Almost everyone uses  bars for a reason! Simple.

Yes we can be targets.  Yes you need y9 be more careful and you must try to understand the local mindset.

Most issues are with insiders,  someone who knows speaks to someone else. Next thing you know, breakin!

How about the window bars in N.Y.C.? Rejas, grill work, is emdemic throught the South, is normal through out the temperate zone & heavily populated cities worldwide.  Their existence does not predicate a higher crime rate.  Sit back, have a libation or two and  see the positive things in your life. Remember, not everyone gets the Flu.....

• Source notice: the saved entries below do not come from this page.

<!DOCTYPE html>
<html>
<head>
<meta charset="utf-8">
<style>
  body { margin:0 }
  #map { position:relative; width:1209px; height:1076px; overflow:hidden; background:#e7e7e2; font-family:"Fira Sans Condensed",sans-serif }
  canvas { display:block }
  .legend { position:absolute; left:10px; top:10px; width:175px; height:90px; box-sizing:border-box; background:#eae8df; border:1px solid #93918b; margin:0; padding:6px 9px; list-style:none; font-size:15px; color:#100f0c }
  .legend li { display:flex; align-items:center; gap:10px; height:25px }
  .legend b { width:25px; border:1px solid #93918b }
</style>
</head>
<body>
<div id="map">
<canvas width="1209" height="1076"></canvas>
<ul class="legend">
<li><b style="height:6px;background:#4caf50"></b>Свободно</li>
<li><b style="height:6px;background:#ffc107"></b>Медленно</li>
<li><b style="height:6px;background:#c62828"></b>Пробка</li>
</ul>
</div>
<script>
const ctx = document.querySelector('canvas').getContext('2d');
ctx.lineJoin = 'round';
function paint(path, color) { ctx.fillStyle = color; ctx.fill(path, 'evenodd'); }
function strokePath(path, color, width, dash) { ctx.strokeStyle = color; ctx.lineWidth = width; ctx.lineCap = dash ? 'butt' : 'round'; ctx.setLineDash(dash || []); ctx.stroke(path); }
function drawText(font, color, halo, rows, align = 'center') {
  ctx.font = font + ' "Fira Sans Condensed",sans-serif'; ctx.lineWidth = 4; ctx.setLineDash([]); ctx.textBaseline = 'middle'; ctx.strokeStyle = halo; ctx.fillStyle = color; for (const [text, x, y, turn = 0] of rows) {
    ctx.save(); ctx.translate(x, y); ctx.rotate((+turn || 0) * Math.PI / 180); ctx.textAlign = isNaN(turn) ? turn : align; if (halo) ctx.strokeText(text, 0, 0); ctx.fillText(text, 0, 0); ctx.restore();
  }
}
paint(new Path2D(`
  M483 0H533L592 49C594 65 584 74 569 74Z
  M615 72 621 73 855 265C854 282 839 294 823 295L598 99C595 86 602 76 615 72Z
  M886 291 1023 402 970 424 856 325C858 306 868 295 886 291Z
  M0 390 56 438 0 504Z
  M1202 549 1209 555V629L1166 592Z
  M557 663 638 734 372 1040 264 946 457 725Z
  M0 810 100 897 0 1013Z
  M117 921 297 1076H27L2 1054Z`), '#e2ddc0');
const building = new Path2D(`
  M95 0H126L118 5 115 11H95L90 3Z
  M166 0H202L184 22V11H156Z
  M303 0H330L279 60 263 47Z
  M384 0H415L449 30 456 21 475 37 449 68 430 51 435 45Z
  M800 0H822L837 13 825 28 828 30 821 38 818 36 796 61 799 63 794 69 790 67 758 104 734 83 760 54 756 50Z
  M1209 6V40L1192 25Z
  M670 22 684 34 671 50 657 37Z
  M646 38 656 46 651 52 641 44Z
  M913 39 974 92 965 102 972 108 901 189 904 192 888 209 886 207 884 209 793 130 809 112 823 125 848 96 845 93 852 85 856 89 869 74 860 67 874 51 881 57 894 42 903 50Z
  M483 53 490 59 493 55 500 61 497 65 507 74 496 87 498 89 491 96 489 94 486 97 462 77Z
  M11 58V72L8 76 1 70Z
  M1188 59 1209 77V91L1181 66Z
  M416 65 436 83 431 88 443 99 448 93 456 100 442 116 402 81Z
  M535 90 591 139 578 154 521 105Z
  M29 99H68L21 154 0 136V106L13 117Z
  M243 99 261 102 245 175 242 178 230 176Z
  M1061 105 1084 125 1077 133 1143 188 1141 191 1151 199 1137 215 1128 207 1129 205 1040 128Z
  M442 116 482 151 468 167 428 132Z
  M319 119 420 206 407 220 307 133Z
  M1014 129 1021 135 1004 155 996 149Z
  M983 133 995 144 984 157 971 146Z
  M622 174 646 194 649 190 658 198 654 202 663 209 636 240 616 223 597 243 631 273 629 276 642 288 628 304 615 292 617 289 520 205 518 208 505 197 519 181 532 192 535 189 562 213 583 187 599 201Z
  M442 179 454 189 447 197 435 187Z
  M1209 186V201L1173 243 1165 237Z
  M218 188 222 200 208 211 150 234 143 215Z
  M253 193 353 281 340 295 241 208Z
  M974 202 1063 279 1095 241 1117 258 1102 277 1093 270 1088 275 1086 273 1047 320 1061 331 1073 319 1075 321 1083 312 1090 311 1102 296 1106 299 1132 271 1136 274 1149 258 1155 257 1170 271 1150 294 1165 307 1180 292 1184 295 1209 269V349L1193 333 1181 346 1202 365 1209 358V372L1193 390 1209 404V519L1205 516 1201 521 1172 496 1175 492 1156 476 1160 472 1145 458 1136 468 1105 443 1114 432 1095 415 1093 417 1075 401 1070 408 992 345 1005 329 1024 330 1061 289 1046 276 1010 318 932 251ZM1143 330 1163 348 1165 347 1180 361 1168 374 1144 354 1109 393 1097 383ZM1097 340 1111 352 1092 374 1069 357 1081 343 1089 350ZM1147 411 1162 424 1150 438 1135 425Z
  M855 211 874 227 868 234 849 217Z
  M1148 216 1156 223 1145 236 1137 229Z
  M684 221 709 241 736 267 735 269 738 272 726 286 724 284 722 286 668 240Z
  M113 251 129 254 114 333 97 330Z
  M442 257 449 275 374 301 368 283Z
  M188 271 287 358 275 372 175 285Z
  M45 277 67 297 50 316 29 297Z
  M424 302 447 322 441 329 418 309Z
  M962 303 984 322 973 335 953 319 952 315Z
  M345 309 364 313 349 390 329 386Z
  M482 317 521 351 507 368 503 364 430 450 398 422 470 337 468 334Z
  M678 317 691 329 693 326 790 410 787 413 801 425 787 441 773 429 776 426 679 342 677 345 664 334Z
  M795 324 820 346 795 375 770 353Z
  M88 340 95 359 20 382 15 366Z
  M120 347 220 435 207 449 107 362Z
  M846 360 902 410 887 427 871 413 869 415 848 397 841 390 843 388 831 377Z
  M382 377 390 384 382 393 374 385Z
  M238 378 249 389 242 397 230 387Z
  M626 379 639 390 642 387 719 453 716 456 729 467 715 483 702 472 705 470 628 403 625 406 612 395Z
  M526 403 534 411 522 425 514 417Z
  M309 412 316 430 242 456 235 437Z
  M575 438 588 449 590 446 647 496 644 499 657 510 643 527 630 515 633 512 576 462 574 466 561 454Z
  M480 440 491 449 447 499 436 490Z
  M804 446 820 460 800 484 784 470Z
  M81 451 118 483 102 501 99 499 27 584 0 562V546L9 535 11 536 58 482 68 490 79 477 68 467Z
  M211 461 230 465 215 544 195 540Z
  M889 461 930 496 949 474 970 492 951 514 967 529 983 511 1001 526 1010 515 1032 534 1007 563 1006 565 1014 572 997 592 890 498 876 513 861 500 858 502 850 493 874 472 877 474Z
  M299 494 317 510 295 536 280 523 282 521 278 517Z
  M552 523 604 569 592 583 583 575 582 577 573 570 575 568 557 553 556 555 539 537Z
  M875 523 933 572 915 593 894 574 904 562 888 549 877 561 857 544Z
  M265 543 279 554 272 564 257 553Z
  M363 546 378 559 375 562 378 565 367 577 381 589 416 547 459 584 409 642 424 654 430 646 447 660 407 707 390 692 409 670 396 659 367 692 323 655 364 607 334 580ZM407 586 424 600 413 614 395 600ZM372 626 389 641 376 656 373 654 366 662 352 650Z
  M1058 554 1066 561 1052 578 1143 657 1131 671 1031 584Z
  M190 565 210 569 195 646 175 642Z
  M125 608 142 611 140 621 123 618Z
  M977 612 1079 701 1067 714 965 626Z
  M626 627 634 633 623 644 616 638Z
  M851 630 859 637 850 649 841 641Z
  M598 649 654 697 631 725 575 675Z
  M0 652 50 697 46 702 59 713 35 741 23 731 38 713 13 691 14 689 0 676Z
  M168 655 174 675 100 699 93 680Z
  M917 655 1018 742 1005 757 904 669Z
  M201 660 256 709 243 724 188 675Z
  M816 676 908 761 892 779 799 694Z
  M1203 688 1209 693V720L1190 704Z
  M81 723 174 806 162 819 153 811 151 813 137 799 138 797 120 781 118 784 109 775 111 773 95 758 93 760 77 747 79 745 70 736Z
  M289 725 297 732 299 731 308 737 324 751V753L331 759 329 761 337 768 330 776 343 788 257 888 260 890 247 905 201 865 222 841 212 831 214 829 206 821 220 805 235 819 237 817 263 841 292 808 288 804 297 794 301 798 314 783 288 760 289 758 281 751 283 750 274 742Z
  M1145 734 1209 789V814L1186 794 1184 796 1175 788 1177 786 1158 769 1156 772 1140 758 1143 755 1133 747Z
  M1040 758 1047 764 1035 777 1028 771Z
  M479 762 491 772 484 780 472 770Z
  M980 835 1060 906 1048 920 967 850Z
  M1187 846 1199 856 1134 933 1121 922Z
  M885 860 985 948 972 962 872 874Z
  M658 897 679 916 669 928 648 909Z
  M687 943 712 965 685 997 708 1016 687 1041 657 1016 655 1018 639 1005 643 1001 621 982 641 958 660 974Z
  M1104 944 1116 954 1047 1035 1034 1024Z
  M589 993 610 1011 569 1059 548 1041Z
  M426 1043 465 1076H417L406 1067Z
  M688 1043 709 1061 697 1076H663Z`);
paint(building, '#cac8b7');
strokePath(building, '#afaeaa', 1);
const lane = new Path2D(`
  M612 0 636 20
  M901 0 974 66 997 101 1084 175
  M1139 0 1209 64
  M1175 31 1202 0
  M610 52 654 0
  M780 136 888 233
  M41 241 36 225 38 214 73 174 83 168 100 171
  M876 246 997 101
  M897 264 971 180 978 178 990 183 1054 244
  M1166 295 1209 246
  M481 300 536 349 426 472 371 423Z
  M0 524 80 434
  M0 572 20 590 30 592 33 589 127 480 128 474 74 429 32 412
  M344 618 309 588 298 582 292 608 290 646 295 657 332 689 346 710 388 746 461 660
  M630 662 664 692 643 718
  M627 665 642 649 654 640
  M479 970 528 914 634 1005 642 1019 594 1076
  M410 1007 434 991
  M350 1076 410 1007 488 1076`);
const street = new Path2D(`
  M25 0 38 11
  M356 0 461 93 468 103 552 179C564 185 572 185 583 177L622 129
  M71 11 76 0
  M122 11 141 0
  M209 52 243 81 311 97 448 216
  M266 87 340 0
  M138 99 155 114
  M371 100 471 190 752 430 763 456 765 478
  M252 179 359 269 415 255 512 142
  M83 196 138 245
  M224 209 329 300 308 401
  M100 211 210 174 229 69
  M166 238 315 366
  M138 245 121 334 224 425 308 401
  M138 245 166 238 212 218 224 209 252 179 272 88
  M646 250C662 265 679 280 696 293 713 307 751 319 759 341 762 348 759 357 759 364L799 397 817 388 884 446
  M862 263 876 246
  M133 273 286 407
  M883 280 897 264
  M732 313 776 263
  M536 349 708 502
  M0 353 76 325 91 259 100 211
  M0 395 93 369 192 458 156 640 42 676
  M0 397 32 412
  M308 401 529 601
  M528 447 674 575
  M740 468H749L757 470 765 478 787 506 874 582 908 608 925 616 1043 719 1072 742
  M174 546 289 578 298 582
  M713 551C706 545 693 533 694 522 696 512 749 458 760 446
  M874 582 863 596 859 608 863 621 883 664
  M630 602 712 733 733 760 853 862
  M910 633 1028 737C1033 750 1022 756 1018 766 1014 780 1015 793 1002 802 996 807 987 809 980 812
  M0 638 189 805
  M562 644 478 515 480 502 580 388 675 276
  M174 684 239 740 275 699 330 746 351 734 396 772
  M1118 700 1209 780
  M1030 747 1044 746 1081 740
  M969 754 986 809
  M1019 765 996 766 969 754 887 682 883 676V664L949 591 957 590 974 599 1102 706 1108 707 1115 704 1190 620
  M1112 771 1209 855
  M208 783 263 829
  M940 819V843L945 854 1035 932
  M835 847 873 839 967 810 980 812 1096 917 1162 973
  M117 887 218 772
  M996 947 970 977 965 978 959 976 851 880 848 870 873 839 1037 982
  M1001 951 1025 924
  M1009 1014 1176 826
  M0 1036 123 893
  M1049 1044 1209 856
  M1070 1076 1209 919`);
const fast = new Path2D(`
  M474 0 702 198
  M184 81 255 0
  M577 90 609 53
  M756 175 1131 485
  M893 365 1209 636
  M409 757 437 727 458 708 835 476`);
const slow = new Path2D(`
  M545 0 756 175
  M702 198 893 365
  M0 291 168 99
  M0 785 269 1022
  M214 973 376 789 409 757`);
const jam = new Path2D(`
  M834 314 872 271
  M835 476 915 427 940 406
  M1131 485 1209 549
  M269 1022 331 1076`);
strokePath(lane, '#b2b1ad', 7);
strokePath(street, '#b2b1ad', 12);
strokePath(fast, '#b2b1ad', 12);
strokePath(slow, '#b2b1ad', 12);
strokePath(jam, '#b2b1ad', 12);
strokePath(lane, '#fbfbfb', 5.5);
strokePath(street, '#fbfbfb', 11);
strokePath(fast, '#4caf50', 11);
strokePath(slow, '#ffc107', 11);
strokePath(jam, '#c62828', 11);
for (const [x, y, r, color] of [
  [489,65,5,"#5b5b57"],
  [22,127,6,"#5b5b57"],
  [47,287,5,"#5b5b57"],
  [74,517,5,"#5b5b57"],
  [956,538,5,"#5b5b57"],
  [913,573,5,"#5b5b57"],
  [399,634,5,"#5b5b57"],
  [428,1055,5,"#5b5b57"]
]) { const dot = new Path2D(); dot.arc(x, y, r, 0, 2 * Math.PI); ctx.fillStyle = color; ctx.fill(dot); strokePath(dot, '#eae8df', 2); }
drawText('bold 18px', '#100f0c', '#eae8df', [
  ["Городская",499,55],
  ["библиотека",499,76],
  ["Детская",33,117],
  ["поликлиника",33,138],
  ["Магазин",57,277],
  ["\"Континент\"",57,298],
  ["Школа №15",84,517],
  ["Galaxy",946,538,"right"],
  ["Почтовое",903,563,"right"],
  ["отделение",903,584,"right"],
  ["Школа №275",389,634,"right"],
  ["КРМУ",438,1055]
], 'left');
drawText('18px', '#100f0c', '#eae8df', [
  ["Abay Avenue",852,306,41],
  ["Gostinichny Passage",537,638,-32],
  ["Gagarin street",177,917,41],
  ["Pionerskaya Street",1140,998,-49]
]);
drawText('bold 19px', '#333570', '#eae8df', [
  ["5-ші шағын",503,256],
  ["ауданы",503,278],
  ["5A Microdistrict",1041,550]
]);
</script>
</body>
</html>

An interesting thread. I reside in Moca and it certainly has its share of problems when it comes to safety etc. We rent an apartment and as I have no car and everyone (right now) forbids me owning a motorcycle, I walk. I walk many places and have now learned my way around fairly well to all the locations to where bills must be paid and such. My lady and others keep trying to make me take a motorcycle taxi. I do not walk at night. I do not go the exact same route everywhere or every day but I do smile and say holla to anyone that looks me in the eye as we pass. And I always check behind and around me. Everyone needs to be responsible for their own personal safety and what it involves. Not everyone has the same kind of life experiences or training to recognize potential trouble or even know how to confront, dissipate or avoid potential issues. People are starting to recognize me now and some even wave or shake my hand as pass. As my spanish improves, and does have a long way to go, I'll speak more to more people. So, your personal area of safety is as much dependant upon you as it is all other factors we might expect from wherever we hail from. Cheers

You got it. Becoming part of your neighborhood and getting to know people is a critical part here!! Community looks out for each other!